### TASK INPUT
== Segment start ==

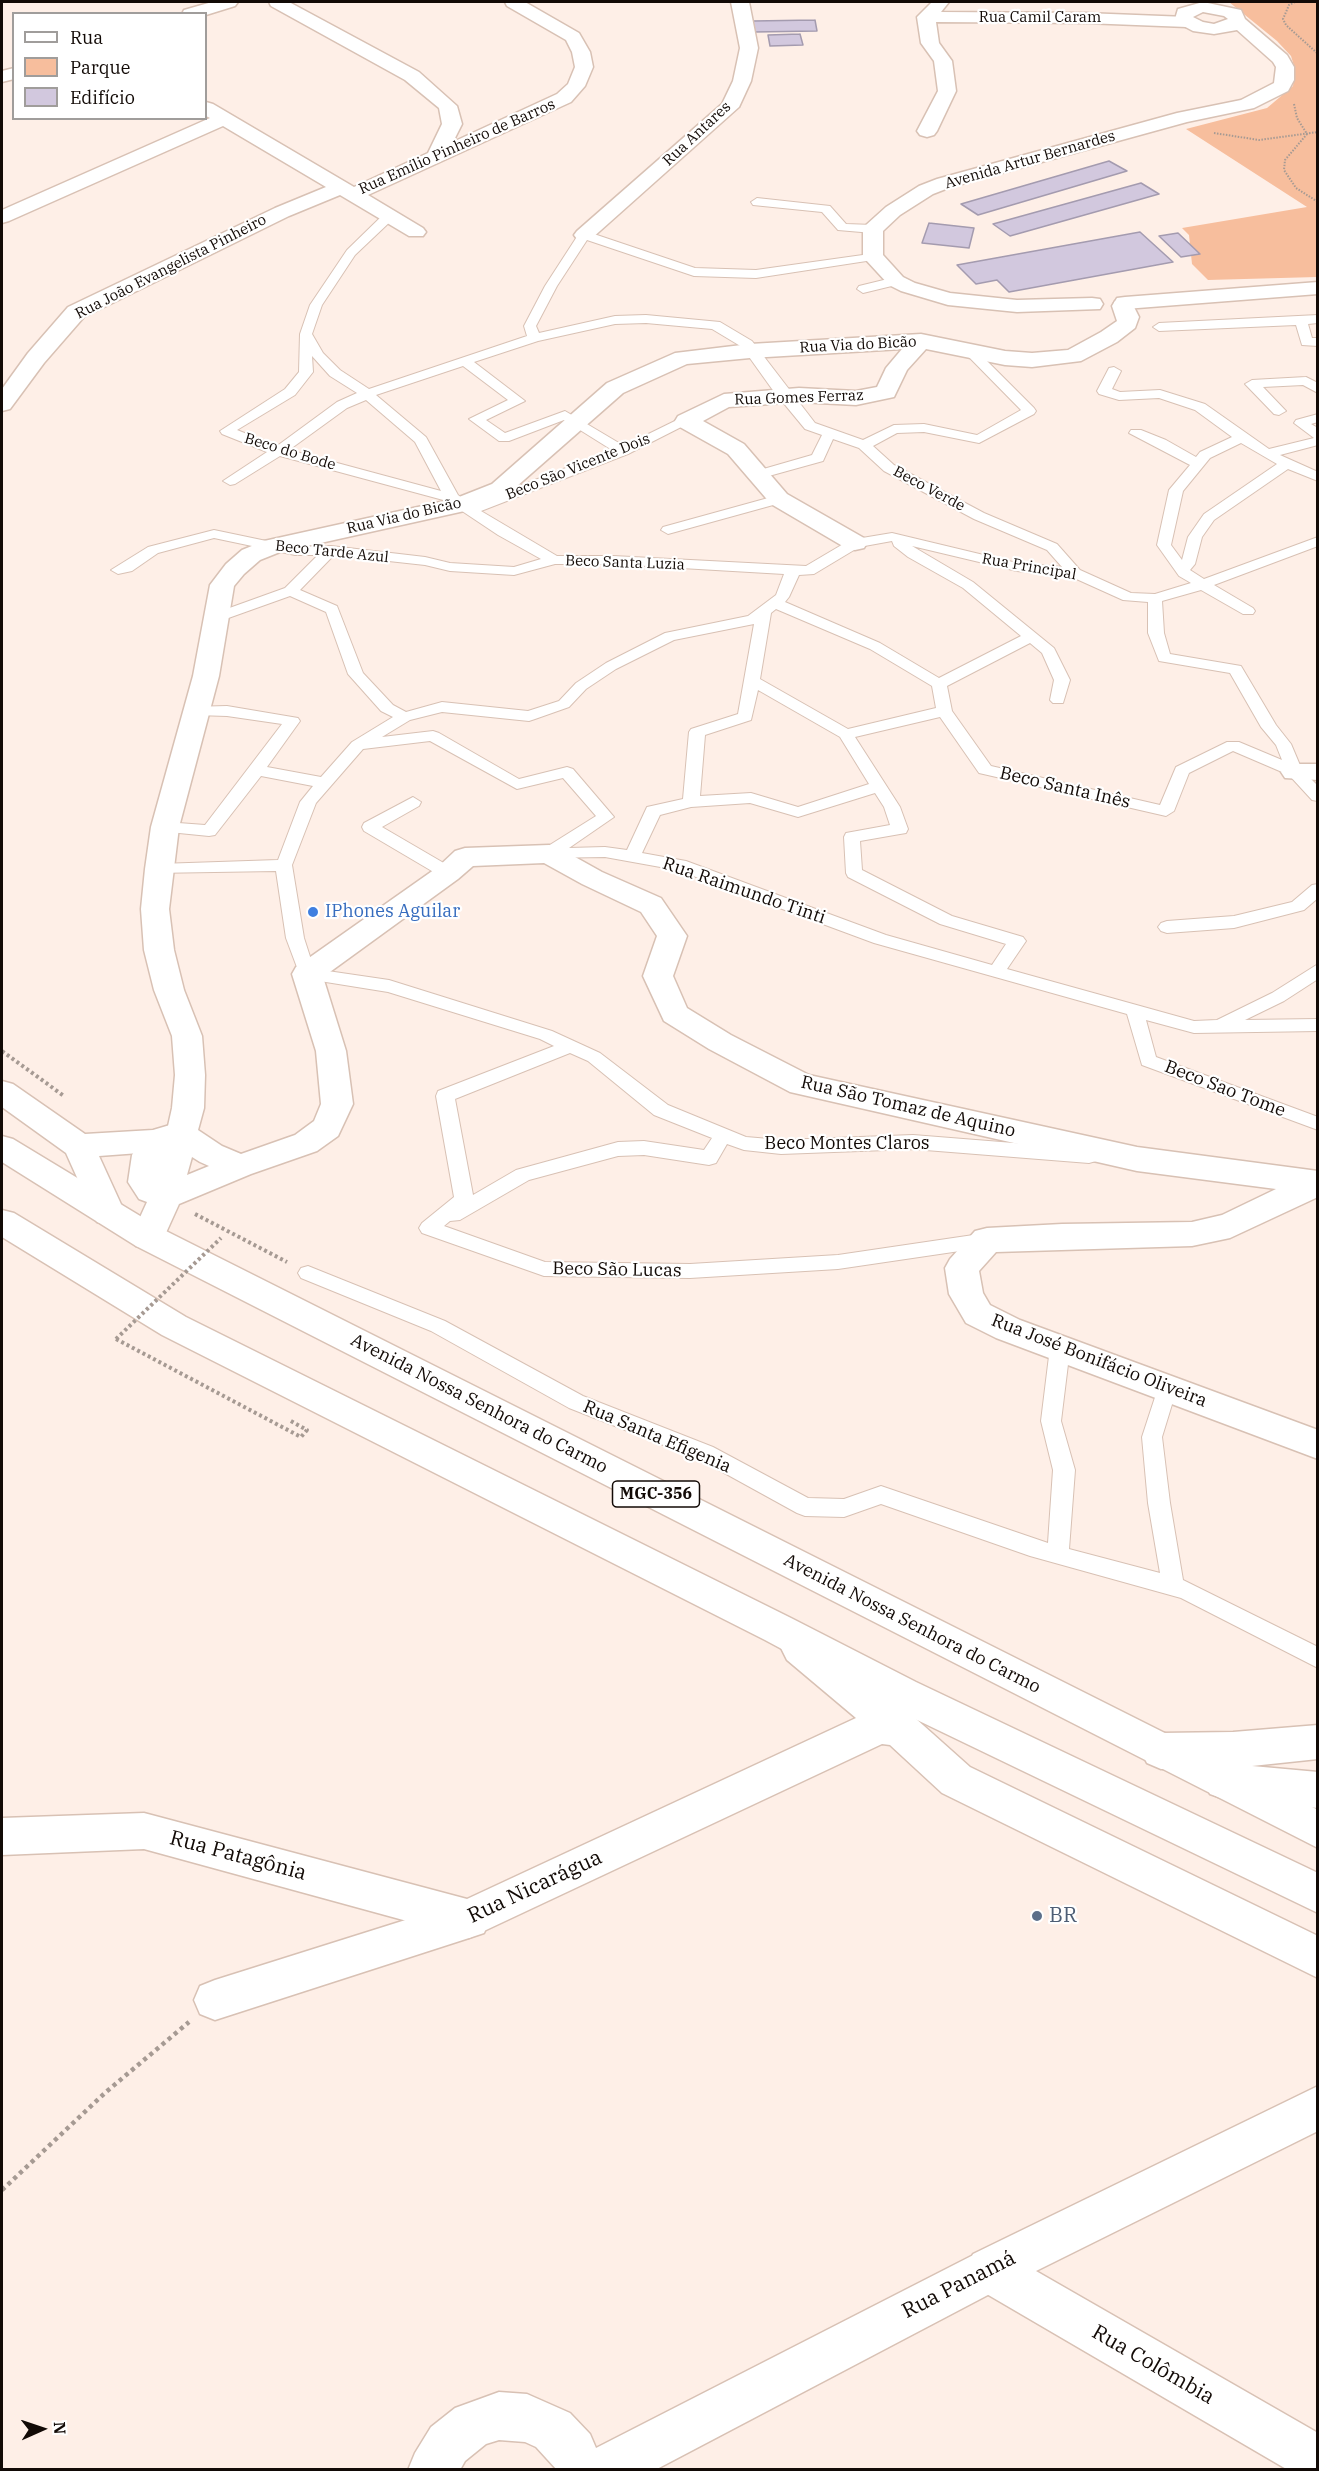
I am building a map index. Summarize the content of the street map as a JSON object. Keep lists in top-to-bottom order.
{
  "streets": {
    "main road": [
      "Rua Camil Caram",
      "Rua Antares",
      "Rua Emílio Pinheiro de Barros",
      "Avenida Artur Bernardes",
      "Rua João Evangelista Pinheiro",
      "Rua Via do Bicão",
      "Rua Gomes Ferraz",
      "Rua Raimundo Tinti",
      "Rua São Tomaz de Aquino",
      "Rua José Bonifácio Oliveira",
      "Avenida Nossa Senhora do Carmo",
      "MGC-356",
      "Rua Patagônia",
      "Rua Nicarágua",
      "Rua Panamá",
      "Rua Colômbia"
    ],
    "lane": [
      "Beco do Bode",
      "Beco São Vicente Dois",
      "Beco Verde",
      "Beco Tarde Azul",
      "Beco Santa Luzia",
      "Rua Principal",
      "Beco Santa Inês",
      "Beco Sao Tome",
      "Beco Montes Claros",
      "Beco São Lucas",
      "Rua Santa Efigenia"
    ]
  },
  "crossings": [
    ["Rua Camil Caram", "Avenida Artur Bernardes"],
    ["Rua Emílio Pinheiro de Barros", "Rua João Evangelista Pinheiro"],
    ["Rua Via do Bicão", "Rua Gomes Ferraz"],
    ["Rua Via do Bicão", "Beco do Bode"],
    ["Rua Via do Bicão", "Beco São Vicente Dois"],
    ["Rua Via do Bicão", "Beco Verde"],
    ["Rua Via do Bicão", "Beco Tarde Azul"],
    ["Rua Via do Bicão", "Beco Santa Luzia"],
    ["Rua Via do Bicão", "Avenida Nossa Senhora do Carmo"],
    ["Rua Gomes Ferraz", "Beco São Vicente Dois"],
    ["Rua Gomes Ferraz", "Beco Verde"],
    ["Beco do Bode", "Beco São Vicente Dois"],
    ["Beco do Bode", "Beco Verde"],
    ["Beco do Bode", "Beco Santa Luzia"],
    ["Beco São Vicente Dois", "Beco Santa Luzia"],
    ["Beco Verde", "Rua Principal"],
    ["Beco Tarde Azul", "Beco Santa Luzia"],
    ["Beco Santa Luzia", "Rua Principal"],
    ["Rua Raimundo Tinti", "Beco Sao Tome"],
    ["Rua Raimundo Tinti", "Rua São Tomaz de Aquino"],
    ["Rua Raimundo Tinti", "Beco Montes Claros"],
    ["Rua São Tomaz de Aquino", "Beco Montes Claros"],
    ["Beco São Lucas", "Rua José Bonifácio Oliveira"],
    ["Rua Patagônia", "Rua Nicarágua"],
    ["Rua Panamá", "Rua Colômbia"]
  ],
  "places": ["IPhones Aguilar", "BR"],
  "legend": ["Rua", "Parque", "Edifício"],
  "north": "right"
}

== Segment end ==

### ACTION ITEM
Leave the images out. Set down all of the material above exactly.

### ANSWER SPACE
I am building a map index. Summarize the content of the street map as a JSON object. Keep lists in top-to-bottom order.
{
  "streets": {
    "main road": [
      "Rua Camil Caram",
      "Rua Antares",
      "Rua Emílio Pinheiro de Barros",
      "Avenida Artur Bernardes",
      "Rua João Evangelista Pinheiro",
      "Rua Via do Bicão",
      "Rua Gomes Ferraz",
      "Rua Raimundo Tinti",
      "Rua São Tomaz de Aquino",
      "Rua José Bonifácio Oliveira",
      "Avenida Nossa Senhora do Carmo",
      "MGC-356",
      "Rua Patagônia",
      "Rua Nicarágua",
      "Rua Panamá",
      "Rua Colômbia"
    ],
    "lane": [
      "Beco do Bode",
      "Beco São Vicente Dois",
      "Beco Verde",
      "Beco Tarde Azul",
      "Beco Santa Luzia",
      "Rua Principal",
      "Beco Santa Inês",
      "Beco Sao Tome",
      "Beco Montes Claros",
      "Beco São Lucas",
      "Rua Santa Efigenia"
    ]
  },
  "crossings": [
    ["Rua Camil Caram", "Avenida Artur Bernardes"],
    ["Rua Emílio Pinheiro de Barros", "Rua João Evangelista Pinheiro"],
    ["Rua Via do Bicão", "Rua Gomes Ferraz"],
    ["Rua Via do Bicão", "Beco do Bode"],
    ["Rua Via do Bicão", "Beco São Vicente Dois"],
    ["Rua Via do Bicão", "Beco Verde"],
    ["Rua Via do Bicão", "Beco Tarde Azul"],
    ["Rua Via do Bicão", "Beco Santa Luzia"],
    ["Rua Via do Bicão", "Avenida Nossa Senhora do Carmo"],
    ["Rua Gomes Ferraz", "Beco São Vicente Dois"],
    ["Rua Gomes Ferraz", "Beco Verde"],
    ["Beco do Bode", "Beco São Vicente Dois"],
    ["Beco do Bode", "Beco Verde"],
    ["Beco do Bode", "Beco Santa Luzia"],
    ["Beco São Vicente Dois", "Beco Santa Luzia"],
    ["Beco Verde", "Rua Principal"],
    ["Beco Tarde Azul", "Beco Santa Luzia"],
    ["Beco Santa Luzia", "Rua Principal"],
    ["Rua Raimundo Tinti", "Beco Sao Tome"],
    ["Rua Raimundo Tinti", "Rua São Tomaz de Aquino"],
    ["Rua Raimundo Tinti", "Beco Montes Claros"],
    ["Rua São Tomaz de Aquino", "Beco Montes Claros"],
    ["Beco São Lucas", "Rua José Bonifácio Oliveira"],
    ["Rua Patagônia", "Rua Nicarágua"],
    ["Rua Panamá", "Rua Colômbia"]
  ],
  "places": ["IPhones Aguilar", "BR"],
  "legend": ["Rua", "Parque", "Edifício"],
  "north": "right"
}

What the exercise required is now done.